This is a relatively short notebook as the visualisations are done on Palladio, an online tool specifically designed for social network analysis.

Import libraries for social network analysis data preparation.

In [1]:
import pickle
import matplotlib.pyplot as plt
import pandas as pd

from natsort import natsorted
from datetime import datetime

Load the doc_topics dataframe created in notebook one.

In [2]:
doc_topics_df = pd.read_pickle("pickle/documents_topics.pkl")

In [3]:
doc_topics_df

Unnamed: 0,letter,date,sender,recipient,text,topic
8,letters_1.xml,1820-04-24,"Sowerby, James","Henslow, J. S.",martin,0_trin_henry_wilson_john_phillip
27,letters_2.xml,1821-11-15,"Clarke, E. D.","Henslow, J. S.",clarke,0_trin_henry_wilson_john_phillip
55,letters_6.xml,1822-07-02,"Curtis, John","Henslow, J. S.",bearer dr radius leipsic england man science s...,0_trin_henry_wilson_john_phillip
65,letters_8.xml,1823-04-02,"Henslow, J. S.","Jenyns, Leonard",suspect pera,0_trin_henry_wilson_john_phillip
108,letters_13.xml,1823-10-21,"Henslow, J. S.","Winch, N. J.",hodgson,0_trin_henry_wilson_john_phillip
...,...,...,...,...,...,...
6815,letters_947.xml,1826-07-02,"Palmerston, Lord","Henslow, J. S.",oclock voter,14_election_vote_voter_poll
6847,letters_956.xml,1826-06-19,"Loyd, S.","Henslow, J. S.",vote absence result opinion university,14_election_vote_voter_poll
8392,letters_1175.xml,1845-12-30,"Bright, John","Henslow, J. S.",west election probability walkover morpeth,14_election_vote_voter_poll
8663,letters_1205.xml,1826-02-14,"Henslow, J. S.","Dale, J. C.",cambridge feby dale election,14_election_vote_voter_poll


Create network dataframe converting data into an acceptable format for Palladio. Change date column format to string and add "end date" with the same content as date column, as this is necessary for timespan visualisations.

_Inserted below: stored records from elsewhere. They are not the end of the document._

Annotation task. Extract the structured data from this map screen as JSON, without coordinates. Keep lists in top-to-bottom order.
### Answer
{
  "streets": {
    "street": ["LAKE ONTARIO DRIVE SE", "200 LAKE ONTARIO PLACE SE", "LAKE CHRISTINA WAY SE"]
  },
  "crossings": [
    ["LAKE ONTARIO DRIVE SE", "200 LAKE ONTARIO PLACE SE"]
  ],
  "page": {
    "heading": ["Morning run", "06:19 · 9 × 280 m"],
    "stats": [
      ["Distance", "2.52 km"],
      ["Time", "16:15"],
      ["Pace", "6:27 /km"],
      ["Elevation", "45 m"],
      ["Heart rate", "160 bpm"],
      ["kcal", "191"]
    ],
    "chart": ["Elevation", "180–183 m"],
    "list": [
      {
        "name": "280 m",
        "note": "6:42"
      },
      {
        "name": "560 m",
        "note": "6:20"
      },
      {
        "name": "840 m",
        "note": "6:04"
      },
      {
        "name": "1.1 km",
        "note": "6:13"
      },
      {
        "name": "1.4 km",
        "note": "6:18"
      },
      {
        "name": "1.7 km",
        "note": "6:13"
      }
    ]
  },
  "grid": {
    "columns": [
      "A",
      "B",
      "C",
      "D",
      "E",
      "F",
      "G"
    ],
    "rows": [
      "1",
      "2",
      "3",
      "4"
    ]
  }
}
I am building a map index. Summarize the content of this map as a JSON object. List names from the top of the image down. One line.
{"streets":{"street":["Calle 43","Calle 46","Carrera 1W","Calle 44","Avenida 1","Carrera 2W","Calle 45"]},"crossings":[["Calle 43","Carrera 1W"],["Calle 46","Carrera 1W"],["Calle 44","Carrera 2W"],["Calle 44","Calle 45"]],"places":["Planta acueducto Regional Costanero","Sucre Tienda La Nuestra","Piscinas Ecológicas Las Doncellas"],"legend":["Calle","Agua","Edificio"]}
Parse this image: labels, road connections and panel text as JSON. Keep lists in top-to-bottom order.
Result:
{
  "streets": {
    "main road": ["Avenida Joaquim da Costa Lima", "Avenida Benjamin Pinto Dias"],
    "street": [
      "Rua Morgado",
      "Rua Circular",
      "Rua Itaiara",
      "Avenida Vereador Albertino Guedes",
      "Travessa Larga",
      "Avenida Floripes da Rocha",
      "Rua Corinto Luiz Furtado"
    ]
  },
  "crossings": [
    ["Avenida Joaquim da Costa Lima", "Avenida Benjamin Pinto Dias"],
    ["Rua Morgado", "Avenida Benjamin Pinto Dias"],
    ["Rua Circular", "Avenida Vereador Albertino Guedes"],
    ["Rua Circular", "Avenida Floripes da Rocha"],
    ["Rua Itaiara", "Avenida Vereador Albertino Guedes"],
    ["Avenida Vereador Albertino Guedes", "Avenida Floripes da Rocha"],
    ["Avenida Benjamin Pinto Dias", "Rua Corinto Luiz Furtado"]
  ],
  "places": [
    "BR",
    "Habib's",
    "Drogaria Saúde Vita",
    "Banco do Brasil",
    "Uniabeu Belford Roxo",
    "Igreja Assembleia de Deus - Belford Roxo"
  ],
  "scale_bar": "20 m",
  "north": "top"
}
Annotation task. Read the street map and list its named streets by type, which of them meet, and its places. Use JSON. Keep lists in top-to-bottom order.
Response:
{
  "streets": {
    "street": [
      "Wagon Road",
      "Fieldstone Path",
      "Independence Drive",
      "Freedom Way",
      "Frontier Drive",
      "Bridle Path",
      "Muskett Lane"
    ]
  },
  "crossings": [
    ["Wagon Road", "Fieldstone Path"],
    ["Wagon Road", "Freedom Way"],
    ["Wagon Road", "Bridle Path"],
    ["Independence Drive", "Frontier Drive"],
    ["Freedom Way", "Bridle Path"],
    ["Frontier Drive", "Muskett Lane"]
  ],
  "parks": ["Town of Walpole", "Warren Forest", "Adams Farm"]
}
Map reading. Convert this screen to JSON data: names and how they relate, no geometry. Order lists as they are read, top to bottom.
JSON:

Extract the topic names for use below.

In [4]:
network_df = doc_topics_df[["sender", "recipient", "date", "topic"]].copy()
network_df["date"] = network_df['date'].dt.strftime("%Y-%m-%d")
network_df["end date"] = network_df['date']
topic_names = list(set(network_df["topic"].to_list()))
topic_names = natsorted(topic_names)
topic_names

['0_trin_henry_wilson_john_phillip',
 '1_botany_palustris_flora_arvensis',
 '2_suffolk_hitcham_bildeston_ipswich_lond...',
 '3_lecture_examination_examiner_course',
 '4_letter_circumstance_opinion_notice',
 '5_money_salary_labour_payment',
 '6_season_summer_autumn_feb',
 '7_insect_entomology_wasp_nest',
 '8_fossil_clay_limestone_nodule',
 '9_palmerston_horse_sincerely_palmerston_...',
 '10_brother_sister_brother_law_nephew',
 '11_hooker_dr_lady_playfair',
 '12_book_sort_order_bookseller',
 '13_plate_daguerreotype_reference_stenoty...',
 '14_election_vote_voter_poll']

Use the topic names list in a for loop to create dataframes for each topic only, then export each topic dataframe to a folder of CSV files, CSV is the accepted format for Palladio.

These can then be loaded in Palladio and used to generate visualisations of the network of correspondents around each topic. The timespan feature in Palladio allows for narrowing the time range to a specific period, so that the network can be seen within that time range.

In [5]:
for name in topic_names:
    topic_df = network_df.loc[doc_topics_df["topic"] == name]
    topic_df = topic_df[["sender", "recipient", "date", "end date"]]
    topic_df.sort_values("date", inplace=True)
    topic_df.to_csv("topic_outputs/%s_topic_model.csv" % name, index=False)